[PROMPT]: Comb the records below for the string "Millan" and copy each line where it turns up.

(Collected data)
——————————

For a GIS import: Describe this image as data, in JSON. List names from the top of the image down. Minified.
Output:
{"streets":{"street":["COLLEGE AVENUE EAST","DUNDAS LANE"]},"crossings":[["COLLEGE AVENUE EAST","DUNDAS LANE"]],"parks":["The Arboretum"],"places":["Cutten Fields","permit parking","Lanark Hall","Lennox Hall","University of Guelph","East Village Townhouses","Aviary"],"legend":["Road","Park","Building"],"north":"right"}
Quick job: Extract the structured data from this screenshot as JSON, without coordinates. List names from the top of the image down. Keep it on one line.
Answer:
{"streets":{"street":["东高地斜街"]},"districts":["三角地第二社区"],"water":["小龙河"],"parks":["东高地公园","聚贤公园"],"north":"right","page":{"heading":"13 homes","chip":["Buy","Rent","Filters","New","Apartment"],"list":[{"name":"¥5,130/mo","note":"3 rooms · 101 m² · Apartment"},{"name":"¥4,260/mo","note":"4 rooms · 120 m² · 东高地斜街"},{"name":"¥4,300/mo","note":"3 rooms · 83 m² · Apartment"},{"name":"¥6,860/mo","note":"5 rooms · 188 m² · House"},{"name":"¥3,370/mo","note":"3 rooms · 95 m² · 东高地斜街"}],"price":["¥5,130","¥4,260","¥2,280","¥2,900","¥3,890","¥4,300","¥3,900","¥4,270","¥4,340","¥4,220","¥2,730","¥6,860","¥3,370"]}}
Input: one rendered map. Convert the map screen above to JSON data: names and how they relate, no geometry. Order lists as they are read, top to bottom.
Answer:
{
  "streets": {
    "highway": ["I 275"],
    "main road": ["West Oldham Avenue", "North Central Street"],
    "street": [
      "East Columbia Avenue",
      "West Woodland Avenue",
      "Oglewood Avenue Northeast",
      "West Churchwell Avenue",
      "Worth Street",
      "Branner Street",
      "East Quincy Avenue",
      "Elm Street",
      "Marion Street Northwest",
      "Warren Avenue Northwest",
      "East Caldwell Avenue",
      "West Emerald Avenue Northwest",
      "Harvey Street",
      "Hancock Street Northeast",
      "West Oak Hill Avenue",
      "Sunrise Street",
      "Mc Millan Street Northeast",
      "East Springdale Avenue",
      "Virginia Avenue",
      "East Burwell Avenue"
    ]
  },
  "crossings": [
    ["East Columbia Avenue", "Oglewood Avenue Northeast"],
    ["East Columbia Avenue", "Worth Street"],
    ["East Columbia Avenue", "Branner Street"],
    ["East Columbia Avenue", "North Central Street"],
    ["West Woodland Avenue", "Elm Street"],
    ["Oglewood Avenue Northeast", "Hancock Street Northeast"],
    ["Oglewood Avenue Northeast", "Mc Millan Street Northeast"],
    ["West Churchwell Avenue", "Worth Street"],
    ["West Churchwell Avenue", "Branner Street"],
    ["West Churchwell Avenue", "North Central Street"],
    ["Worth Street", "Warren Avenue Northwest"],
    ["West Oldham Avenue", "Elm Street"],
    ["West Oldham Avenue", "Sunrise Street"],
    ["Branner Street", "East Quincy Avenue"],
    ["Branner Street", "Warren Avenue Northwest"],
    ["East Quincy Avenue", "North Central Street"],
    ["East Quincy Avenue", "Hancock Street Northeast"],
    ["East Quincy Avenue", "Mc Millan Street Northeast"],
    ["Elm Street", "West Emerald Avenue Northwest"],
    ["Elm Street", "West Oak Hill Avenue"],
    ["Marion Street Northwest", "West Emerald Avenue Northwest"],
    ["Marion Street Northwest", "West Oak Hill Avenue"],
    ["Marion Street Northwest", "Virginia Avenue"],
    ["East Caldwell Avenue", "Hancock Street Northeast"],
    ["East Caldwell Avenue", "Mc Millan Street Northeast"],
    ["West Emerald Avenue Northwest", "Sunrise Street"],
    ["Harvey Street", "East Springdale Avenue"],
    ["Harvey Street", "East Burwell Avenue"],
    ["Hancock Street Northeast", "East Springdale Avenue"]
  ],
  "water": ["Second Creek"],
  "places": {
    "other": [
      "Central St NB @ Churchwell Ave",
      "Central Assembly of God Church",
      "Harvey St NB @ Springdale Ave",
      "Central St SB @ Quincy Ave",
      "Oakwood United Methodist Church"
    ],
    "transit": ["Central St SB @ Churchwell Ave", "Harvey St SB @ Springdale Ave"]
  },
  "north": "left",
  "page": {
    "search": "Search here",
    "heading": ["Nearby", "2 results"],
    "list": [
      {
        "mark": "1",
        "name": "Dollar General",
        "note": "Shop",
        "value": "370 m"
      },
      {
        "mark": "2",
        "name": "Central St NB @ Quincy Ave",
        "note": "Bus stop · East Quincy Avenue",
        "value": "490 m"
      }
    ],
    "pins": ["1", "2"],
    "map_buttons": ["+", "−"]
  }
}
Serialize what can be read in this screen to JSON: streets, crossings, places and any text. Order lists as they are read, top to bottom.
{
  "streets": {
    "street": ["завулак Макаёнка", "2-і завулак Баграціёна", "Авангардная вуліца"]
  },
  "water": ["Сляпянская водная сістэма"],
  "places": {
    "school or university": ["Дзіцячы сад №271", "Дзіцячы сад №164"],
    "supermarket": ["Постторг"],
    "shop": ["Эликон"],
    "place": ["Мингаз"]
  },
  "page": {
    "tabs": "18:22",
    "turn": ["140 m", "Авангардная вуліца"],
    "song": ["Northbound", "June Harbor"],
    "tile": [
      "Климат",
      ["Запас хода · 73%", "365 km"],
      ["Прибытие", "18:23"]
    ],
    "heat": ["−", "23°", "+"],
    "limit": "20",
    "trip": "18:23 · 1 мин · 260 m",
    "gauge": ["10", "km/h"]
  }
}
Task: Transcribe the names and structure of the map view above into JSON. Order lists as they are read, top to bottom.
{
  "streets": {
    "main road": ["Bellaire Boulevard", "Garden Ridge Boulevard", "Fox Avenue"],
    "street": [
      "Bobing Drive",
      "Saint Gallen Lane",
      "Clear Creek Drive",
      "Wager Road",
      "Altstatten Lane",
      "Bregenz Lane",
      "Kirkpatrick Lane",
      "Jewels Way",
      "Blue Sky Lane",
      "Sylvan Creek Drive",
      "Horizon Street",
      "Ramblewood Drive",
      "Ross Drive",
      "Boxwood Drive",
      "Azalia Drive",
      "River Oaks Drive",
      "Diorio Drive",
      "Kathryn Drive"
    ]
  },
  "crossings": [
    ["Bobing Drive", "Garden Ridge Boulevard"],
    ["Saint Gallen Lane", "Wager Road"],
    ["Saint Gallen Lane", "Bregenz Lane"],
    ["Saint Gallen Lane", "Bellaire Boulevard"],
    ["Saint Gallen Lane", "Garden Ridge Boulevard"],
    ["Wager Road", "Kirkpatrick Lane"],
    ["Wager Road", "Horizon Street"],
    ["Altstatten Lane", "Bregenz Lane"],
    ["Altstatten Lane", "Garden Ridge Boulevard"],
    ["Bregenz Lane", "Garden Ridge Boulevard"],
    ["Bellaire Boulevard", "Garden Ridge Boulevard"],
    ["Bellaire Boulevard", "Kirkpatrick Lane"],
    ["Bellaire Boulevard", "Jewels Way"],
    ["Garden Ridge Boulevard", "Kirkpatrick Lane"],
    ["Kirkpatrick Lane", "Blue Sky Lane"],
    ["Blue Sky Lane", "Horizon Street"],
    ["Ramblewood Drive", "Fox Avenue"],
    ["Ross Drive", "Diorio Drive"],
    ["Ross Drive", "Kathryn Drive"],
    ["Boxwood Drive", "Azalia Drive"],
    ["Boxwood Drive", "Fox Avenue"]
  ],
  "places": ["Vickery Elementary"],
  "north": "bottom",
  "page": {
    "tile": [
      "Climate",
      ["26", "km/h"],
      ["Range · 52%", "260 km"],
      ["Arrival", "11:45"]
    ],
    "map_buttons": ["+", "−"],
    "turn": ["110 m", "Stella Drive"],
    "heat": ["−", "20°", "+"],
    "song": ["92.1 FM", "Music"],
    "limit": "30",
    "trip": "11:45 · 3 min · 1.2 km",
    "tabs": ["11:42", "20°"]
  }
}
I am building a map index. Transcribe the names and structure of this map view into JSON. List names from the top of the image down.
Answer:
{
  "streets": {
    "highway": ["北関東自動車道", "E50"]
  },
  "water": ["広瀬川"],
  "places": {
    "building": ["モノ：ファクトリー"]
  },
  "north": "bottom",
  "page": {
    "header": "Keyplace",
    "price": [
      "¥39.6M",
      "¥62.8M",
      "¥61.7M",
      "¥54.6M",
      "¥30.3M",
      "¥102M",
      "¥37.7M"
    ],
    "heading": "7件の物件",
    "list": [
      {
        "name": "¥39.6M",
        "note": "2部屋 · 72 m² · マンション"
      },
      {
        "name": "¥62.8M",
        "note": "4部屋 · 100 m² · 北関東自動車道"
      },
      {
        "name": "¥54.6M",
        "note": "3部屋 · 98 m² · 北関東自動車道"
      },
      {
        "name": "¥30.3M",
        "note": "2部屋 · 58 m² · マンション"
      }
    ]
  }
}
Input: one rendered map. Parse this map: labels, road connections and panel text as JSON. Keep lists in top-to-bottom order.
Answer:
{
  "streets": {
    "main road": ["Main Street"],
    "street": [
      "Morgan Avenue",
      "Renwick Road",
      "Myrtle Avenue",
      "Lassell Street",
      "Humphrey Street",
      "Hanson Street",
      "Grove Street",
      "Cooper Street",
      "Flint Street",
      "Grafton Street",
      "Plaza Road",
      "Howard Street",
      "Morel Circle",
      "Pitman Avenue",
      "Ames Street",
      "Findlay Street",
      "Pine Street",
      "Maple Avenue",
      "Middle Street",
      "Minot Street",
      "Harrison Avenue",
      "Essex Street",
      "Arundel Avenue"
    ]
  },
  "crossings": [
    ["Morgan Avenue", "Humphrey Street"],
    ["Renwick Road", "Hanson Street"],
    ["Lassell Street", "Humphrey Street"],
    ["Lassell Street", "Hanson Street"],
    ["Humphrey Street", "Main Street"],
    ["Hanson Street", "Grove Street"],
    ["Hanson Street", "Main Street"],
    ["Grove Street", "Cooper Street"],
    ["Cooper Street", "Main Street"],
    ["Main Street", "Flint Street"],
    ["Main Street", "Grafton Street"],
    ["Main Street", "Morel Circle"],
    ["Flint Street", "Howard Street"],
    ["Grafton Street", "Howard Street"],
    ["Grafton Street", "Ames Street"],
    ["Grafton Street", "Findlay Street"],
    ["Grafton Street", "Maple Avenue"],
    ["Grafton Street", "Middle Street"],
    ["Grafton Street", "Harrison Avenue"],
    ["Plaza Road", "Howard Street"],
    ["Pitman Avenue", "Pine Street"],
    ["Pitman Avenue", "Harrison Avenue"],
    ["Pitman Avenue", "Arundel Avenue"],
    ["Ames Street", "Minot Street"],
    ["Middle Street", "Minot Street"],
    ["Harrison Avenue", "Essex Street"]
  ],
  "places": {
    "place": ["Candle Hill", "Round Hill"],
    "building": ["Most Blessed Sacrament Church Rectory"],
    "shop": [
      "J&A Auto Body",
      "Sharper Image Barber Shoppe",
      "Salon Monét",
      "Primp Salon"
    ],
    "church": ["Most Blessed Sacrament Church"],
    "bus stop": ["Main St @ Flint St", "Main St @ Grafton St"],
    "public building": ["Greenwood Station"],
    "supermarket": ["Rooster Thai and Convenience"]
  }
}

——————————

[RESPONSE]:
      "Mc Millan Street Northeast",
    ["Oglewood Avenue Northeast", "Mc Millan Street Northeast"],
    ["East Quincy Avenue", "Mc Millan Street Northeast"],
    ["East Caldwell Avenue", "Mc Millan Street Northeast"],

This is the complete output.